In the entries below, find the string "surface" and return each line holding it.

Stored data
•••••
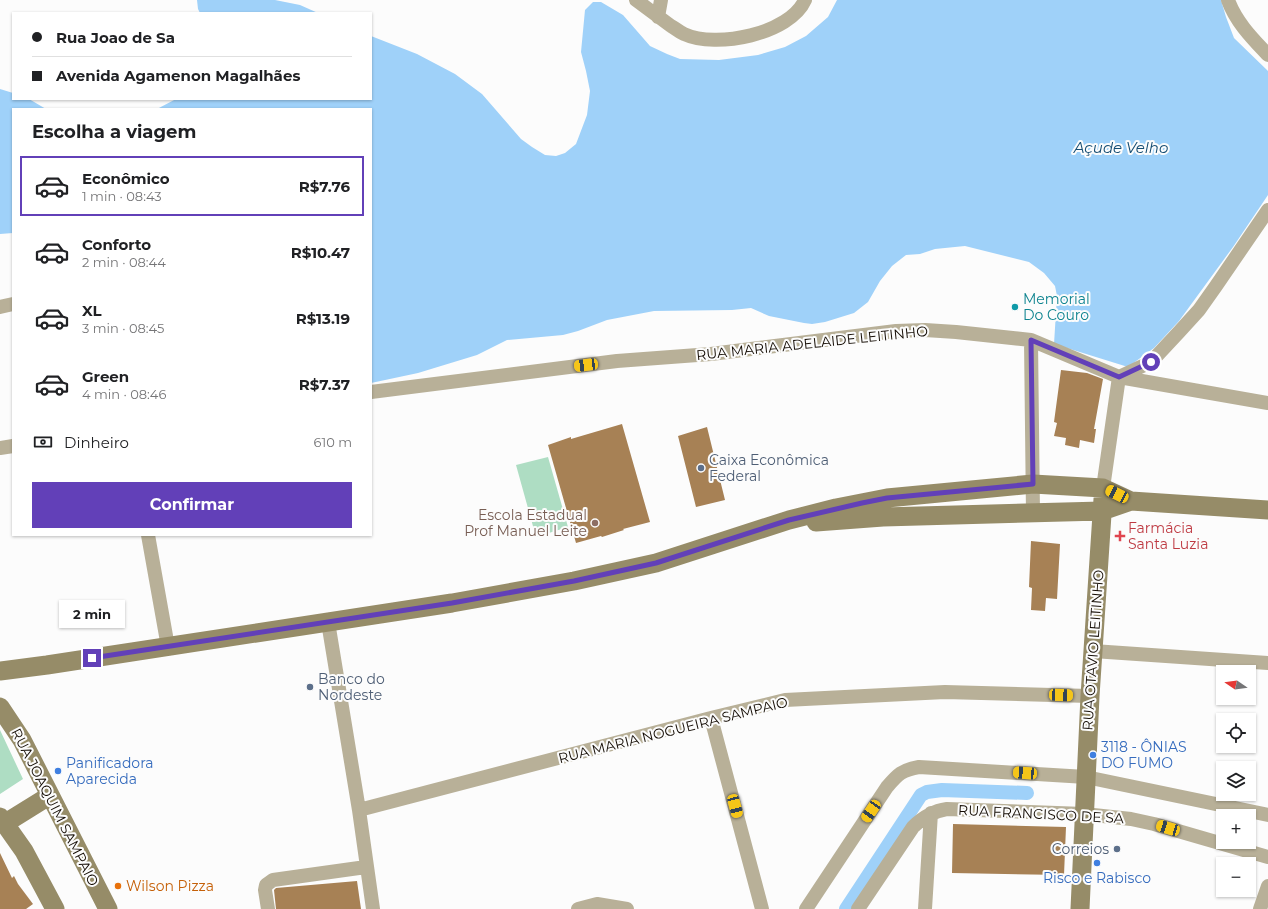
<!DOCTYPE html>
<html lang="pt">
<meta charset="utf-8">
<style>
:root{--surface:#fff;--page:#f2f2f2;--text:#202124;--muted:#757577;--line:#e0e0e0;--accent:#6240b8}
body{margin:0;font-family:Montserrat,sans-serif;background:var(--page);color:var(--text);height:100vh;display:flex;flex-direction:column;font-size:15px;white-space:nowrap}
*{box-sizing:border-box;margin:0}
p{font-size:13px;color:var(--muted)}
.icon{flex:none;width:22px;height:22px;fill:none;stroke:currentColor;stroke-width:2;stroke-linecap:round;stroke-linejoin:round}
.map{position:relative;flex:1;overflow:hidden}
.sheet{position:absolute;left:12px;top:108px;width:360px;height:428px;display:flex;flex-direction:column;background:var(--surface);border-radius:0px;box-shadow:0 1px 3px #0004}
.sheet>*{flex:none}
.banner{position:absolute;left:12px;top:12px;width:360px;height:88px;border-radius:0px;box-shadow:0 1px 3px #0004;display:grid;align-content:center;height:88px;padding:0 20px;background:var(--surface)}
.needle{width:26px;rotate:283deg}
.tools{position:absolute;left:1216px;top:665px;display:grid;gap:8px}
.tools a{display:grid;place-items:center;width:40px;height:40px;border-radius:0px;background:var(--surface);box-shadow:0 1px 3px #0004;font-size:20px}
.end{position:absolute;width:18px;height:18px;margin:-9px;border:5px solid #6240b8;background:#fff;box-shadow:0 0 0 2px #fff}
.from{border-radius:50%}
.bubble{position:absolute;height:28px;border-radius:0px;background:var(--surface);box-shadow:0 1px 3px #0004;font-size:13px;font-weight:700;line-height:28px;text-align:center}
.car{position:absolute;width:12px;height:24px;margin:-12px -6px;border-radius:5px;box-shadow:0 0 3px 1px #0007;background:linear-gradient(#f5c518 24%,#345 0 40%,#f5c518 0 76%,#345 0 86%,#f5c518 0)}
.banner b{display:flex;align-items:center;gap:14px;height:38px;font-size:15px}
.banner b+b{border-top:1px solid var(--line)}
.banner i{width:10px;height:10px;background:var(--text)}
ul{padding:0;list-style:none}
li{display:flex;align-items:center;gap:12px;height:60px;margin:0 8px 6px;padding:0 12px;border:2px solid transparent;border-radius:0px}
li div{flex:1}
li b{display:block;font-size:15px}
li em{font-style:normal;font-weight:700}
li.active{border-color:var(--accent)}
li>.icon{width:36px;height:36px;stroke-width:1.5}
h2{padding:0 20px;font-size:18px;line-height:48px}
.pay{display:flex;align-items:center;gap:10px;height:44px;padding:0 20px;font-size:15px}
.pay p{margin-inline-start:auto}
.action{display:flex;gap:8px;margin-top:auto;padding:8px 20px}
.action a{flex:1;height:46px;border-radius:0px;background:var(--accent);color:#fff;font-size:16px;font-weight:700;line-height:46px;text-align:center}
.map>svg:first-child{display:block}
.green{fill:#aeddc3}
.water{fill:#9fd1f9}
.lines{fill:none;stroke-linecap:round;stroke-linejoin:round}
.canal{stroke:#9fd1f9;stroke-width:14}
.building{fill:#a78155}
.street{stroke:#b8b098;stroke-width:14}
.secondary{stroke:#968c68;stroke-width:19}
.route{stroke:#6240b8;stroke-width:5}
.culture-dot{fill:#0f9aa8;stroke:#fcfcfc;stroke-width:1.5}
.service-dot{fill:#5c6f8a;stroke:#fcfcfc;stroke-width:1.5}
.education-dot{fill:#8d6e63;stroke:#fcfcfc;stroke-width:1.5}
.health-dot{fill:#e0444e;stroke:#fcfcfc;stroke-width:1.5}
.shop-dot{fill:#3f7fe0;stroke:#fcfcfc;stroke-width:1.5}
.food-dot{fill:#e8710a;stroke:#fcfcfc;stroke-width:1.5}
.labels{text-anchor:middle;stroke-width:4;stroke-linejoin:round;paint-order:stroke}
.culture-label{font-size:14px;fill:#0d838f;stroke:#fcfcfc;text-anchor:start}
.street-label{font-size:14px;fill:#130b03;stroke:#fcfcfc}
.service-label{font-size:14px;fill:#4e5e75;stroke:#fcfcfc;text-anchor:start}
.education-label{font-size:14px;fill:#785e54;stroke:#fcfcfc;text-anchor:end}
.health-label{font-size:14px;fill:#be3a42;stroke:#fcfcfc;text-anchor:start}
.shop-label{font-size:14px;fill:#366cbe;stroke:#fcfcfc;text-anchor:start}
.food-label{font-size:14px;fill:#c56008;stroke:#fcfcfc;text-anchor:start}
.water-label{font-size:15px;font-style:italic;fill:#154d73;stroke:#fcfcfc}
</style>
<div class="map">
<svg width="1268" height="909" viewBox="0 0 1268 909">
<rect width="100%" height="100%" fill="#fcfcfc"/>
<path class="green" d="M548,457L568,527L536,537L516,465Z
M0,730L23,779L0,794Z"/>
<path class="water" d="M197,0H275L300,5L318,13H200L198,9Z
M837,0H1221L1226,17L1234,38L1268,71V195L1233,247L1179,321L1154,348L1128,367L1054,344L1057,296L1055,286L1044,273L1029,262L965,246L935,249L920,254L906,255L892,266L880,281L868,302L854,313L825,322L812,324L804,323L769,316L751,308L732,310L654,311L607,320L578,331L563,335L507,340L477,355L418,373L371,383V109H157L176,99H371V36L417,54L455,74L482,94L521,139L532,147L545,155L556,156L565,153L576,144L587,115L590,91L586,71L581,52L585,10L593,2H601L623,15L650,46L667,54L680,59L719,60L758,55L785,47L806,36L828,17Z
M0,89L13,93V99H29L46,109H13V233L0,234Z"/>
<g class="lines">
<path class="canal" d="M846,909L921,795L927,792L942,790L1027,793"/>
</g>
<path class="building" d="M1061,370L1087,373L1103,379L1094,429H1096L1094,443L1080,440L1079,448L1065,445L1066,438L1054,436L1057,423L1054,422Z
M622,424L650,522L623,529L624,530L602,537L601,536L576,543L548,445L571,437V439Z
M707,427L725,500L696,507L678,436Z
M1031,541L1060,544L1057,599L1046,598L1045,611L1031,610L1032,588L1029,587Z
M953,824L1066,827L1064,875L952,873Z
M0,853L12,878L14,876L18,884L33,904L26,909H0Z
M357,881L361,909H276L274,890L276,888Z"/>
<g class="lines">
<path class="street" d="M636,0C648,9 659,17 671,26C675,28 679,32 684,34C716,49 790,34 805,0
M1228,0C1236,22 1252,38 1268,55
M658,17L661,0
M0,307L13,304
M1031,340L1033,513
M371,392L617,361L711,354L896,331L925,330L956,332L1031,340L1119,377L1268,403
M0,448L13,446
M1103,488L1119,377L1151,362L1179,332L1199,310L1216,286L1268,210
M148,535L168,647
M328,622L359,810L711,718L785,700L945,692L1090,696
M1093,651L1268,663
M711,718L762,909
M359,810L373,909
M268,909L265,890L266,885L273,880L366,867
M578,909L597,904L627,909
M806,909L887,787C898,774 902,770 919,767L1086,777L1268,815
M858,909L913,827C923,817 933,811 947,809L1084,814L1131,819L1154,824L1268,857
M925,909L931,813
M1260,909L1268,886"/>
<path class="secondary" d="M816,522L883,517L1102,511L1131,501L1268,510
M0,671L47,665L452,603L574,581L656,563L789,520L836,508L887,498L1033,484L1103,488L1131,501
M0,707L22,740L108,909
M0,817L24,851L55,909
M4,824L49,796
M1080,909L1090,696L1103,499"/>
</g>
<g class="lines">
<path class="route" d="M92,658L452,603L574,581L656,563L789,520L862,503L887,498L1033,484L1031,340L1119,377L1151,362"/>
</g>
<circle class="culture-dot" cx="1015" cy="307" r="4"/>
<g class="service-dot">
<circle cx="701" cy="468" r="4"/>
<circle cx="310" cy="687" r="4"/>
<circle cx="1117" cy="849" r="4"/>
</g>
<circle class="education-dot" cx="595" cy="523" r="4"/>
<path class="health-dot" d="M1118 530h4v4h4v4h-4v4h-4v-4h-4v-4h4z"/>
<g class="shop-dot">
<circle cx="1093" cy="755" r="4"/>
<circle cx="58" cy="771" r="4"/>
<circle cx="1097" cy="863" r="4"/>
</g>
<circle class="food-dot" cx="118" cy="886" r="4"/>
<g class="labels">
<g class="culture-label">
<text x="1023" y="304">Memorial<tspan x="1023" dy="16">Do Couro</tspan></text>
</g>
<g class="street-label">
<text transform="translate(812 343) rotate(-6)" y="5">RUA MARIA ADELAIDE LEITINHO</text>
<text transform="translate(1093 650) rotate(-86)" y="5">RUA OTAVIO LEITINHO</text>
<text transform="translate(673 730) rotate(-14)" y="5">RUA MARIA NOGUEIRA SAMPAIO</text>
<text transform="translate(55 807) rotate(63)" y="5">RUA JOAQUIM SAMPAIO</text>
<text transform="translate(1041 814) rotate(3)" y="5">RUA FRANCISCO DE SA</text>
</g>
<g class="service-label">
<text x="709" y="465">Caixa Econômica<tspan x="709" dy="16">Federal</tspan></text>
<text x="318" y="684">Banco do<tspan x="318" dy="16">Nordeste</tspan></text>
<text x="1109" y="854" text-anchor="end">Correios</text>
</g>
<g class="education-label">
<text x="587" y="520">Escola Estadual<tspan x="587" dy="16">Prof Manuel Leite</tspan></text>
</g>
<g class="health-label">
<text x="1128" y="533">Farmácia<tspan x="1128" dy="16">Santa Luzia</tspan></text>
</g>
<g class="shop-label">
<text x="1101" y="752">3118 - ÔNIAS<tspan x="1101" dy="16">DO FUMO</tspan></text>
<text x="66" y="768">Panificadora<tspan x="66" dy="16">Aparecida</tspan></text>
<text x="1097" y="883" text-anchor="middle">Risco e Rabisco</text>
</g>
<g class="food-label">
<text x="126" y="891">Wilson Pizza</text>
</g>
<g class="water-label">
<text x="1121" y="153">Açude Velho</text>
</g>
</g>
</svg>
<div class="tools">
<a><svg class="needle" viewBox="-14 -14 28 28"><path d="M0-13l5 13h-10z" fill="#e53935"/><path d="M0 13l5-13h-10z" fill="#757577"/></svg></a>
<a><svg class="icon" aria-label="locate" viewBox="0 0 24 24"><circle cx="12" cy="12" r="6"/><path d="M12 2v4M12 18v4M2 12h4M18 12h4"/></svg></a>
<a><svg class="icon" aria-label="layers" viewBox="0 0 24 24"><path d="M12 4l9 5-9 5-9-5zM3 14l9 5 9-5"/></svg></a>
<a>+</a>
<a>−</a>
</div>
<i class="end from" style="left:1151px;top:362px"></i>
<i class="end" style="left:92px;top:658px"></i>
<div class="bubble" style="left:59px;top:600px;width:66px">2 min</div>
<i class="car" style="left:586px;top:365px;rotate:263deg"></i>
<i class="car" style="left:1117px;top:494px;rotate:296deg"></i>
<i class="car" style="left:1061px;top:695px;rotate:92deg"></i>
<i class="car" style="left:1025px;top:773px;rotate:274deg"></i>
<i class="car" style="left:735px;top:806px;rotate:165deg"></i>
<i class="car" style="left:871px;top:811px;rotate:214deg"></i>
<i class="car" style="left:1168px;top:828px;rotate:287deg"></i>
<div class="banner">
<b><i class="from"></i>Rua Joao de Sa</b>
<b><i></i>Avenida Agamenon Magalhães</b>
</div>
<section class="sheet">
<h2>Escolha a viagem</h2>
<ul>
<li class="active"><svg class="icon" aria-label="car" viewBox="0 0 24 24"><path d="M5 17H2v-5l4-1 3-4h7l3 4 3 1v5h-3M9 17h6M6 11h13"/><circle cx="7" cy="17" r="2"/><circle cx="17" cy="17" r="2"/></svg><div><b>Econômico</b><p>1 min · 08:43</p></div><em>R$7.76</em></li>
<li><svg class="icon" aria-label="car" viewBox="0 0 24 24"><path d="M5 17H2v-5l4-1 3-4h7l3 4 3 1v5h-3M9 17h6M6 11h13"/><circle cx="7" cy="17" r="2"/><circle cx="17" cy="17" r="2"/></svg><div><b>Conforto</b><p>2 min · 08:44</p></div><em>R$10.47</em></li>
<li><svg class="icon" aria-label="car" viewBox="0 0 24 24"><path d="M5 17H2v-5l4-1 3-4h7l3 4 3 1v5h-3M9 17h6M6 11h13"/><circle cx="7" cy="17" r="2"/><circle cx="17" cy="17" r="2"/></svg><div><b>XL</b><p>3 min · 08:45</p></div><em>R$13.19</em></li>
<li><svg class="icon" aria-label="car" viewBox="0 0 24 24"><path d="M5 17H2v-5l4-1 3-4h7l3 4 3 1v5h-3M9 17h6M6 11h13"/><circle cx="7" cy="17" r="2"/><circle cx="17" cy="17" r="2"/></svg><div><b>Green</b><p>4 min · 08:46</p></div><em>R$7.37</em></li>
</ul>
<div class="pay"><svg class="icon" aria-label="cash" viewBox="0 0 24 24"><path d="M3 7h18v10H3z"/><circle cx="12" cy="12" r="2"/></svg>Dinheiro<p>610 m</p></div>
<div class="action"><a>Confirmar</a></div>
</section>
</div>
•••••
_Solution to this problem_
:root{--surface:#fff;--page:#f2f2f2;--text:#202124;--muted:#757577;--line:#e0e0e0;--accent:#6240b8}
.sheet{position:absolute;left:12px;top:108px;width:360px;height:428px;display:flex;flex-direction:column;background:var(--surface);border-radius:0px;box-shadow:0 1px 3px #0004}
.banner{position:absolute;left:12px;top:12px;width:360px;height:88px;border-radius:0px;box-shadow:0 1px 3px #0004;display:grid;align-content:center;height:88px;padding:0 20px;background:var(--surface)}
.tools a{display:grid;place-items:center;width:40px;height:40px;border-radius:0px;background:var(--surface);box-shadow:0 1px 3px #0004;font-size:20px}
.bubble{position:absolute;height:28px;border-radius:0px;background:var(--surface);box-shadow:0 1px 3px #0004;font-size:13px;font-weight:700;line-height:28px;text-align:center}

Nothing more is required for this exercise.